• **GOAL OF THE EXERCISE**: Your task is to write out the complete listing exactly as it is shown.

#### ENTRIES SHOWN ####

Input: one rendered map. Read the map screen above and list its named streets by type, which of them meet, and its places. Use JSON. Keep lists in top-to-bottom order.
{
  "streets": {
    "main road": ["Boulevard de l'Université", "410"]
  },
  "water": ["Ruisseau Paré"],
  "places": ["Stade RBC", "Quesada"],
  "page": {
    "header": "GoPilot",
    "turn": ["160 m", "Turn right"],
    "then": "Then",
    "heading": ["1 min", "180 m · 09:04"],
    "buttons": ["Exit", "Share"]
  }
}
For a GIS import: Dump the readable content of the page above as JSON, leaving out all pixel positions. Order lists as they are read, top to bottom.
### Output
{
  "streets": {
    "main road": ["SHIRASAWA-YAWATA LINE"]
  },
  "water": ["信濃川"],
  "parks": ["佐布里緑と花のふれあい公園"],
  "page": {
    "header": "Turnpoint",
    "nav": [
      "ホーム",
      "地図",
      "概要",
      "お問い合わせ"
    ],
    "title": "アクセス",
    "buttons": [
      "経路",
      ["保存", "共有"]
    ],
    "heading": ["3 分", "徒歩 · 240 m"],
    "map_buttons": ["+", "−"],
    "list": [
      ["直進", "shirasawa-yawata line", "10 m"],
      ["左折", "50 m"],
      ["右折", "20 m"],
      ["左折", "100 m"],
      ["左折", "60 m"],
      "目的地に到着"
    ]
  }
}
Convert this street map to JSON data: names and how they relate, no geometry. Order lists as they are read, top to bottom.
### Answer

####

• **SOLUTION TO THIS PROBLEM**:
Input: one rendered map. Read the map screen above and list its named streets by type, which of them meet, and its places. Use JSON. Keep lists in top-to-bottom order.
{
  "streets": {
    "main road": ["Boulevard de l'Université", "410"]
  },
  "water": ["Ruisseau Paré"],
  "places": ["Stade RBC", "Quesada"],
  "page": {
    "header": "GoPilot",
    "turn": ["160 m", "Turn right"],
    "then": "Then",
    "heading": ["1 min", "180 m · 09:04"],
    "buttons": ["Exit", "Share"]
  }
}
For a GIS import: Dump the readable content of the page above as JSON, leaving out all pixel positions. Order lists as they are read, top to bottom.
### Output
{
  "streets": {
    "main road": ["SHIRASAWA-YAWATA LINE"]
  },
  "water": ["信濃川"],
  "parks": ["佐布里緑と花のふれあい公園"],
  "page": {
    "header": "Turnpoint",
    "nav": [
      "ホーム",
      "地図",
      "概要",
      "お問い合わせ"
    ],
    "title": "アクセス",
    "buttons": [
      "経路",
      ["保存", "共有"]
    ],
    "heading": ["3 分", "徒歩 · 240 m"],
    "map_buttons": ["+", "−"],
    "list": [
      ["直進", "shirasawa-yawata line", "10 m"],
      ["左折", "50 m"],
      ["右折", "20 m"],
      ["左折", "100 m"],
      ["左折", "60 m"],
      "目的地に到着"
    ]
  }
}
Convert this street map to JSON data: names and how they relate, no geometry. Order lists as they are read, top to bottom.
### Answer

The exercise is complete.